Further studies should be conducted to evaluate the influence of resection on the spectral signature of tissues. Furthermore, a snapshot HS acquisition system would allow real-time acquisition, without the constraint of acquiring HS images at certain surgical times. A snapshot HS acquisition system may also increase the accuracy of the proposed CNN method, by adding spatial resolution to the system.

In this study, a visualization map was created to evaluate the ability of the system for detecting and localizing the tumor during neuronavigation. The tumor tissue overlapped with the ground truth and the main mismatches were found for the blood vessels which were sometimes classified as tumor. Tumor tissues have higher metabolism, hyperplasia and are more vascularized compared to the normal tissue [9]. This can cause the mismatched classification of blood vessels as tumor tissue. In this sense, HSI could be combined with spectroscopy to better analyze the biological differences between tumor and blood vessels, as proposed by Lai et al. [41]. Analyzing the spectral properties of hemoglobin on the brain surface, for instance, can also lead to a better understanding of the classification outcome [28]. Further research must be performed regarding to the relation between the relevant wavelengths and the biological properties of the different tissue classes. Particularly more research could be in the identification of blood vessels where scattering measurements could be considered for improving their delineation and differentiation.

The aim of this study was to extend the investigation of novel deep learning approaches to discriminate between tumor, normal, blood vessels in the human brain. These results can serve as a basis for defining tumor margins using HSI.

5. Conclusions

This study presents a novel 3D–2D hybrid CNN employed for brain tissue classification on glioblastoma patients, using an intraoperative HSI system. The 3D–2D hybrid CNN shows higher accuracy in detecting tumor, healthy and blood vessels compared with the state-of-the-art approaches. Both spectral and spatial features are jointly revealed by using a patch-based classification obtained with a hybrid network. A comparison study has been conducted to exploit the potential of extracting the most discriminative features. A 2D CNN and two conventional classification methods (the SVM, and the SVM classifier combined with the 3D–2D hybrid CNN for feature extraction) have been used to validate the proposed network. Moreover, the method has been compared with the 1D CNN proposed by Fabelo et al., outperforming it in accuracy and tumor sensitivity. This framework only involves data normalization and calibration as a preprocessing step. While in [28] a preprocessing step was added to filter the noise in the spectral signatures, our framework applies the filtering in the learning process, resulting in a higher sensitivity [28].
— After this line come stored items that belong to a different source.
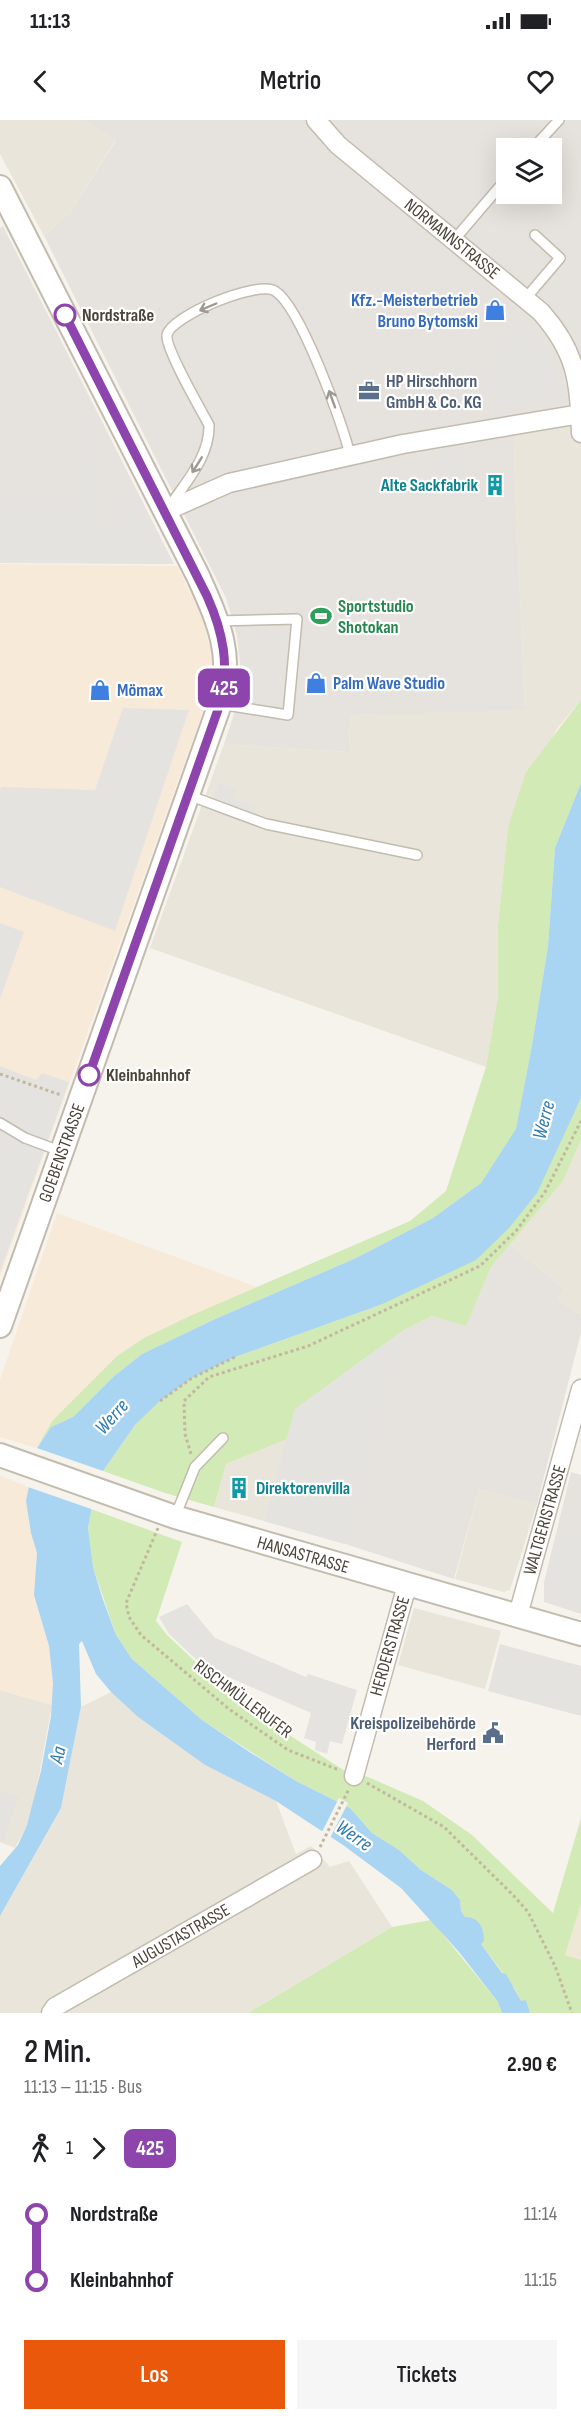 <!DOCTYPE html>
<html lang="de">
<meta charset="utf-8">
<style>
:root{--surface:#fff;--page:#f6f6f6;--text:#202124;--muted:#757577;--accent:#ea580c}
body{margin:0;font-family:"Sofia Sans Condensed",sans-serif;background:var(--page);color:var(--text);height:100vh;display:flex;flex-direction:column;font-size:22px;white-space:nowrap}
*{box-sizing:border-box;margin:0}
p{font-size:20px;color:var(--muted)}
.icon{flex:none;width:33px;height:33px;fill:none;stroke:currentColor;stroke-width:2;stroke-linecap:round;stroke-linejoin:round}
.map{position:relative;height:1893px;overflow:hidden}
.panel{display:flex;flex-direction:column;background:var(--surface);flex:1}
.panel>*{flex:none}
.badge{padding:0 12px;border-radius:9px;font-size:21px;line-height:39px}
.buttons{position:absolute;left:496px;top:18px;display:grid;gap:12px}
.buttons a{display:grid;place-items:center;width:66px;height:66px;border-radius:0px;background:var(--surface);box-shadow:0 6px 24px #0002;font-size:30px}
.map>.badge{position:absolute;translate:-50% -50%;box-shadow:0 0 0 3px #fff}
.legs{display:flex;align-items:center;gap:9px;height:66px;padding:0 24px;font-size:20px}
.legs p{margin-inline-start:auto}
.headline{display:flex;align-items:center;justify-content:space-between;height:102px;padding:0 24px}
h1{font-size:33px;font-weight:600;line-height:45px}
.action{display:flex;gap:12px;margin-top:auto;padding:12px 24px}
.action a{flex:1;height:69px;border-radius:0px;background:var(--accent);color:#fff;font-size:24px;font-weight:600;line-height:69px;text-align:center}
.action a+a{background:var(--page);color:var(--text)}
ul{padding:0 24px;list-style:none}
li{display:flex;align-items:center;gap:21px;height:66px;font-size:22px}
li i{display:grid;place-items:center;width:9px;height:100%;margin:0 8px;background:currentColor}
li i::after{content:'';width:15px;height:15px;margin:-8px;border:4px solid;border-radius:50%;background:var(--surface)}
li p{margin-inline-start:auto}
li:first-child i{background:linear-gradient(#0000 50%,currentColor 0)}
li:last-child i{background:linear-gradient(currentColor 50%,#0000 0)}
.status{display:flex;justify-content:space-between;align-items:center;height:42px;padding:0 30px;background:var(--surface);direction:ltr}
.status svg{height:16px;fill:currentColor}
header{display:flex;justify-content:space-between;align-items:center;height:78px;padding:0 24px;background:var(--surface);font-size:27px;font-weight:600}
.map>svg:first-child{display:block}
.residential{fill:#eae5da}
.commercial{fill:#f7ead8}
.industrial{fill:#e6e2dd;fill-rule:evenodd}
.education{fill:#efe8d6}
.green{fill:#d2eab5}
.parking{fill:#e5e3e0}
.water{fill:#a9d4f2}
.pier{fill:#f6f3ec}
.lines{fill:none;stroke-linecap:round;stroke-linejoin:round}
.service-casing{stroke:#c2bbae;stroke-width:12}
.minor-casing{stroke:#c2bbae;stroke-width:21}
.tertiary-casing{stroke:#c2bbae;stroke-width:26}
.path{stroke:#c4b79f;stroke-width:3;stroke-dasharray:3 3;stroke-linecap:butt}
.service{stroke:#fff;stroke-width:9}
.minor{stroke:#fff;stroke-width:18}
.tertiary{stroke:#fff;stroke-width:22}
.oneway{stroke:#9c9892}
.line-1-casing{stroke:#fff;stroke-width:14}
.line-1{stroke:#8e44ad;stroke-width:9}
.stop-1-dot{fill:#fff;stroke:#8e44ad;stroke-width:3}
.labels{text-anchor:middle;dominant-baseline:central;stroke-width:4.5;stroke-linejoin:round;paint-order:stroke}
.street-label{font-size:18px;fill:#4b4439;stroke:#fff}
.shop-label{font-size:18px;font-weight:bold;fill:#366cbe;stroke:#fff;text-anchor:start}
.stop-label{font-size:18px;font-weight:bold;fill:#4b4439;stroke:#fff;text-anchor:start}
.service-label{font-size:18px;font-weight:bold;fill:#4e5e75;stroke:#fff;text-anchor:start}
.culture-label{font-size:18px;font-weight:bold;fill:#0d838f;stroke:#fff;text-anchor:end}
.leisure-label{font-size:18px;font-weight:bold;fill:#27864d;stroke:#fff;text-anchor:start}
.water-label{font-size:20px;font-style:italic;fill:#2e7ab2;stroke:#fff}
</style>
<div class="status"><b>11:13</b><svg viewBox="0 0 49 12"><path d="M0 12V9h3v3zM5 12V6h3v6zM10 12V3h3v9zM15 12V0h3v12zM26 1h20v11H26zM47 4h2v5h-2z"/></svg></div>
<header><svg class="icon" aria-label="back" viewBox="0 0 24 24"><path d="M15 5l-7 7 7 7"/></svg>Metrio<svg class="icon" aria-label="heart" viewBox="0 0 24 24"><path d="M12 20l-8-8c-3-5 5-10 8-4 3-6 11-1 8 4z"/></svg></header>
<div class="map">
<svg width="581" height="1893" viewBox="0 0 581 1893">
<rect width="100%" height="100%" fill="#f6f3ec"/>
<path class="residential" d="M0,0H85L116,19L71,92L44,116L0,34Z
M581,241V580L557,609L508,707L498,805V876L486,947L150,828L224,624L349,632L350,595L525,589L514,338L517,294L569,285L562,248Z
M581,1020V1196L558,1179L564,1169L510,1124L563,1061Z
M287,1319L264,1401L214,1387L226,1344Z
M479,1369L537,1384L510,1470L504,1472L455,1459Z
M414,1488L501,1511L485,1569L398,1545Z
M0,1570L52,1585L34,1683L27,1705L15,1728L0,1722Z
M111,1572L138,1597L205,1645L276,1681L296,1734L311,1726L330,1747L349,1741L392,1807L248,1893H0V1796L61,1688L81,1587Z"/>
<path class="commercial" d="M0,444L177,446L203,500L210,529L212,558L207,580L0,1157Z
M57,1093L257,1167L144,1218L117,1236L53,1300L36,1328L0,1317V1260Z
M0,1355L30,1368L26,1381L31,1413L37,1433L34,1475L49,1526L53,1563L52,1585L0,1570Z"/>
<path class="industrial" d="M85,0H581V241L563,248L569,285L517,294L514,338L525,590L350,595L349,632L224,624L238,582L241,551L237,516L226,478L44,116L71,92L116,20ZM507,28H552V74H507Z
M3,106L174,444L0,443V108Z
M510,1124L564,1169L558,1179L581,1196V1213L537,1384L479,1369L454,1459L345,1424L264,1401L295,1289L404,1210L432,1196L466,1205L491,1147Z
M571,1352L581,1355V1494L544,1482V1462Z"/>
<path class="education" d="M581,1784V1840L565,1835Z"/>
<path class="green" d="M581,580V663L555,728L548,826L532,925L516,1010L481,1063L433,1098L356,1138L213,1200L142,1234L113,1257L73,1297L51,1307L36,1328L53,1300L117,1236L144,1218L190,1196L410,1101L446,1071L486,947L498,876V805L508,707L526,652Z
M581,978V1020L563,1061L491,1147L466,1206L432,1196L404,1210L295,1289L287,1319L226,1344L214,1387L165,1373L103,1351L135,1305L160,1281L192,1258L235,1237L380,1185L572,996Z
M91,1389L182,1422L156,1501L167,1515L221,1566L283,1611L345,1651L368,1657L423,1681L472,1715L553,1793L581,1698V1784L565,1835L581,1840V1893H530L526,1880L521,1882L515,1869L481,1824L461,1791L460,1780L452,1770L421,1750L399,1730L372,1713L350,1688L296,1661L202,1600L132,1539L116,1515L93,1447L88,1408Z
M431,1800L498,1882L502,1893H248L392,1807Z"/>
<path class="parking" d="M521,202L549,236L555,276L495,288L487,242Z
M83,277H86L98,298L96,403H114L115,378L133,368L161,425L153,444L0,442V379L80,378Z
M458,328L466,377L445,381L436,331Z
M123,588L189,590L115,811L0,767V671L1,667L95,670Z
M219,662L236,668L233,678L257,686L250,705L209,690Z
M0,803L24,812L0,879Z
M0,946L36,960L42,953L69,962L0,1152Z
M404,1210L345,1424L264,1401L295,1289Z
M558,1408L581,1414V1488L545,1477Z
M187,1484L215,1518L306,1557L308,1554L357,1570L342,1624L330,1621L327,1634L315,1630L316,1622L304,1618L311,1593L203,1546L169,1514L159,1497Z
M500,1524L581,1546V1596L488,1571Z
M0,1670L19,1677L3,1722L0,1720Z"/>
<path class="water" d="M581,663V978L537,1073L509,1108L476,1140L380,1185L235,1237L192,1258L160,1281L135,1305L103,1351L94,1374L88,1408L93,1447L102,1477L116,1515L132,1539L202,1600L251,1633L296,1661L350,1688L372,1713L399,1730L421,1750L452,1770L460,1780L461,1791L465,1797C479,1797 484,1808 484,1821L481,1824L502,1853L506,1854L521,1881L526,1880L530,1893H502L498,1882L459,1832L401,1768L343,1725L276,1681L205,1645L138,1597L111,1572L96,1554L82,1521L79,1524L81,1587L61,1688L0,1796V1746L18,1725L27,1705L41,1651L51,1596L53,1563L49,1526L34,1475L37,1433L31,1413L26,1381L37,1328L51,1307L73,1297L113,1257L142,1234L213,1200L356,1138L433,1098L481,1063L516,1009L532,925L548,826L555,728Z"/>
<path class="pier" d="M34,1327L106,1352L97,1374L94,1390L28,1367Z
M339,1678L348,1683L329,1720L321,1714Z"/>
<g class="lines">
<defs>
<path id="service" d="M533,28L559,0
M454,120L507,58
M525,179L560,138L535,115
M169,387C186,362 210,336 209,305C201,290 165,228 167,215C171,196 257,160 275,171C300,186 343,304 350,335
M218,501L297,499L288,595L220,584
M188,675L266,704L417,735
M0,1003L25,1018L60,1031
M175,1397L195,1347L223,1318"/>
<path id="minor" d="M316,0L338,25L541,192C577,233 579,260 581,313
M166,391L229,363L403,324L580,294
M518,1495L581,1269
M354,1656L407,1465
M51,1893L55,1887L312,1740"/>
<path id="tertiary" d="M0,67L198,456C218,501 234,534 220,584L0,1206
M0,1335L175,1397L581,1514"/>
</defs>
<use href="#service" class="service-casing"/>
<use href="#minor" class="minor-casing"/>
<use href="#tertiary" class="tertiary-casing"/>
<path class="path" d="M0,954L61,975
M160,1281L192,1258L235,1237
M191,1334L185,1314L184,1281L209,1257L308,1226L480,1146L516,1111L545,1072L581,1001
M158,1408L126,1483L129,1497L141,1515L229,1589L288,1630L339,1650
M367,1663L444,1707L513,1775L528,1792L555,1846L572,1893
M320,1727L349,1669"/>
<use href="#service" class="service"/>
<use href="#minor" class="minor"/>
<use href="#tertiary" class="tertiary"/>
</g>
<defs><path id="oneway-shaft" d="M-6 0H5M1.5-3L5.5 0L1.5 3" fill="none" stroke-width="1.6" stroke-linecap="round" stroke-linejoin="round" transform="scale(1.5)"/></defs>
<g class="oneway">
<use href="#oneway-shaft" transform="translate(208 187) rotate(157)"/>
<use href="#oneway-shaft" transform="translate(332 279) rotate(-110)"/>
<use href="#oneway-shaft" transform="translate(197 345) rotate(122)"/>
</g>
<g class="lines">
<defs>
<path id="line-1" d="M65,195L207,476C223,512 230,545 220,584L89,955"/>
</defs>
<use href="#line-1" class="line-1-casing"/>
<use href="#line-1" class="line-1"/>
</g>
<defs>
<symbol id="shop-bare" viewBox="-9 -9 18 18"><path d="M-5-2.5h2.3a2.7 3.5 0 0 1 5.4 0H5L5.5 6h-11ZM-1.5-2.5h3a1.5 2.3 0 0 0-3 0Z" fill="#3f7fe0" stroke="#fff" stroke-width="2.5" paint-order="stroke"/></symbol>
<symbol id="office-bare" viewBox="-9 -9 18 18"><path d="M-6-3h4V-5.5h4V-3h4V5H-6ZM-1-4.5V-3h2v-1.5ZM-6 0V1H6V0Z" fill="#5c6f8a" stroke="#fff" stroke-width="2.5" paint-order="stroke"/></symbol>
<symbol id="building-bare" viewBox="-9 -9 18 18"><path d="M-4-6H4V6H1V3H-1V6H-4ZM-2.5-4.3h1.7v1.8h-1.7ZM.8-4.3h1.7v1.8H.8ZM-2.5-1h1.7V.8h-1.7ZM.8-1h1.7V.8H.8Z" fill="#0f9aa8" stroke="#fff" stroke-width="2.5" paint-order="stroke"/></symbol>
<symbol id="stadium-bare" viewBox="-9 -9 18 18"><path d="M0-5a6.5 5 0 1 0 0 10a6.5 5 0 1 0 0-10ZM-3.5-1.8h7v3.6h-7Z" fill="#2e9e5b" stroke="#fff" stroke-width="2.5" paint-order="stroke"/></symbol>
<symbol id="civic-bare" viewBox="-9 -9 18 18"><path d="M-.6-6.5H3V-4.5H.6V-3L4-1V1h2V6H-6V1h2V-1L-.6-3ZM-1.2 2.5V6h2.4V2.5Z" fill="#5c6f8a" stroke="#fff" stroke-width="2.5" paint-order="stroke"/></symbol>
</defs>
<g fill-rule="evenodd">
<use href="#shop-bare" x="480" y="175" width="30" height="30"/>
<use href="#office-bare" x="354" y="256" width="30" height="30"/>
<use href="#building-bare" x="480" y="350" width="30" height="30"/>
<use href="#stadium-bare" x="306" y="481" width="30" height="30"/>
<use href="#shop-bare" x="301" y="548" width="30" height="30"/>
<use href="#shop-bare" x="85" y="555" width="30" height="30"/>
<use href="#building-bare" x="224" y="1353" width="30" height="30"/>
<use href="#civic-bare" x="478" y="1598" width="30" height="30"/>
</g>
<g class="stop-1-dot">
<circle cx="65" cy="195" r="10"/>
<circle cx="89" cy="955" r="10"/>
</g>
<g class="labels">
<g class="street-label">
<text transform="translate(452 119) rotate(39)">NORMANNSTRASSE</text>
<text transform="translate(62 1033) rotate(-70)">GOEBENSTRASSE</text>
<text transform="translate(545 1400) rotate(-74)">WALTGERISTRASSE</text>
<text transform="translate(303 1435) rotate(16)">HANSASTRASSE</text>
<text transform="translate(390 1526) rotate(-74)">HERDERSTRASSE</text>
<text transform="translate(243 1579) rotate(37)">RISCHMÜLLERUFER</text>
<text transform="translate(181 1816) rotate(-30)">AUGUSTASTRASSE</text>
</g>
<g class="shop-label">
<text x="478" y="180" text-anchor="end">Kfz.-Meisterbetrieb<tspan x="478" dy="21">Bruno Bytomski</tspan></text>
<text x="333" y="563">Palm Wave Studio</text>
<text x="117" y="570">Mömax</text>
</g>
<g class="stop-label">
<text x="82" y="195">Nordstraße</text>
<text x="106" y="955">Kleinbahnhof</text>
</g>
<g class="service-label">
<text x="386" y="261">HP Hirschhorn<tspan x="386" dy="21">GmbH &amp; Co. KG</tspan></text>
<text x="476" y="1603" text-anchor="end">Kreispolizeibehörde<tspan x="476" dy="21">Herford</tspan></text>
</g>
<g class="culture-label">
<text x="478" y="365">Alte Sackfabrik</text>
<text x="256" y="1368" text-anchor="start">Direktorenvilla</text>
</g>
<g class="leisure-label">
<text x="338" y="486">Sportstudio<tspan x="338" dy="21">Shotokan</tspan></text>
</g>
<g class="water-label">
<text transform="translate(544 1000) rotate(-76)">Werre</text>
<text transform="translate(112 1297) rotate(-48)">Werre</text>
<text transform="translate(58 1635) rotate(-77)">Aa</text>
<text transform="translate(354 1716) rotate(35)">Werre</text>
</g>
</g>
</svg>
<div class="buttons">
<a><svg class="icon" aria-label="layers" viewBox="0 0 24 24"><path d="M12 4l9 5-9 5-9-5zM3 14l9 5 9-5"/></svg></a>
</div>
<b class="badge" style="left:224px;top:568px;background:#8e44ad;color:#fff">425</b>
</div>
<section class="panel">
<div class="headline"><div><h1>2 Min.</h1><p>11:13 – 11:15 · Bus</p></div><b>2.90 €</b></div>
<div class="legs"><svg class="icon" aria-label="walk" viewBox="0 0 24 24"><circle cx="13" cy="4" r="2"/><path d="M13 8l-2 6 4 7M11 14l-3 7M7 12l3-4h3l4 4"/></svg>1<svg class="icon" aria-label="forward" viewBox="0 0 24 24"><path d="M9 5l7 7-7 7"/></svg><b class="badge" style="background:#8e44ad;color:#fff">425</b></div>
<ul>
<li><i style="color:#8e44ad"></i><b>Nordstraße</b><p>11:14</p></li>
<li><i style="color:#8e44ad"></i><b>Kleinbahnhof</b><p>11:15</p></li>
</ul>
<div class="action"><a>Los</a><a>Tickets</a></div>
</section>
While further experiments are warranted to optimize the deep learning algorithm and the multi-class classification, the spectral-spatial approach outperforms traditional deep and machine learning techniques and can serve as a robust basis for a future intraoperative real-time system. While the four-class classification is a challenging task, it is essential to provide surgeons with an easy interpretation of the classification map, in which different structures are visualized. The ability of the proposed framework to detect tumor and improve the surgical outcome should be further studied and extended, employing larger patient datasets. Nevertheless, the results achieved in this study prove the feasibility of tumor identification using HSI. These results can serve as a basis for improving the detection of tumor and surrounded tissue using HSI and may open a future for image-guided neurosurgery applications.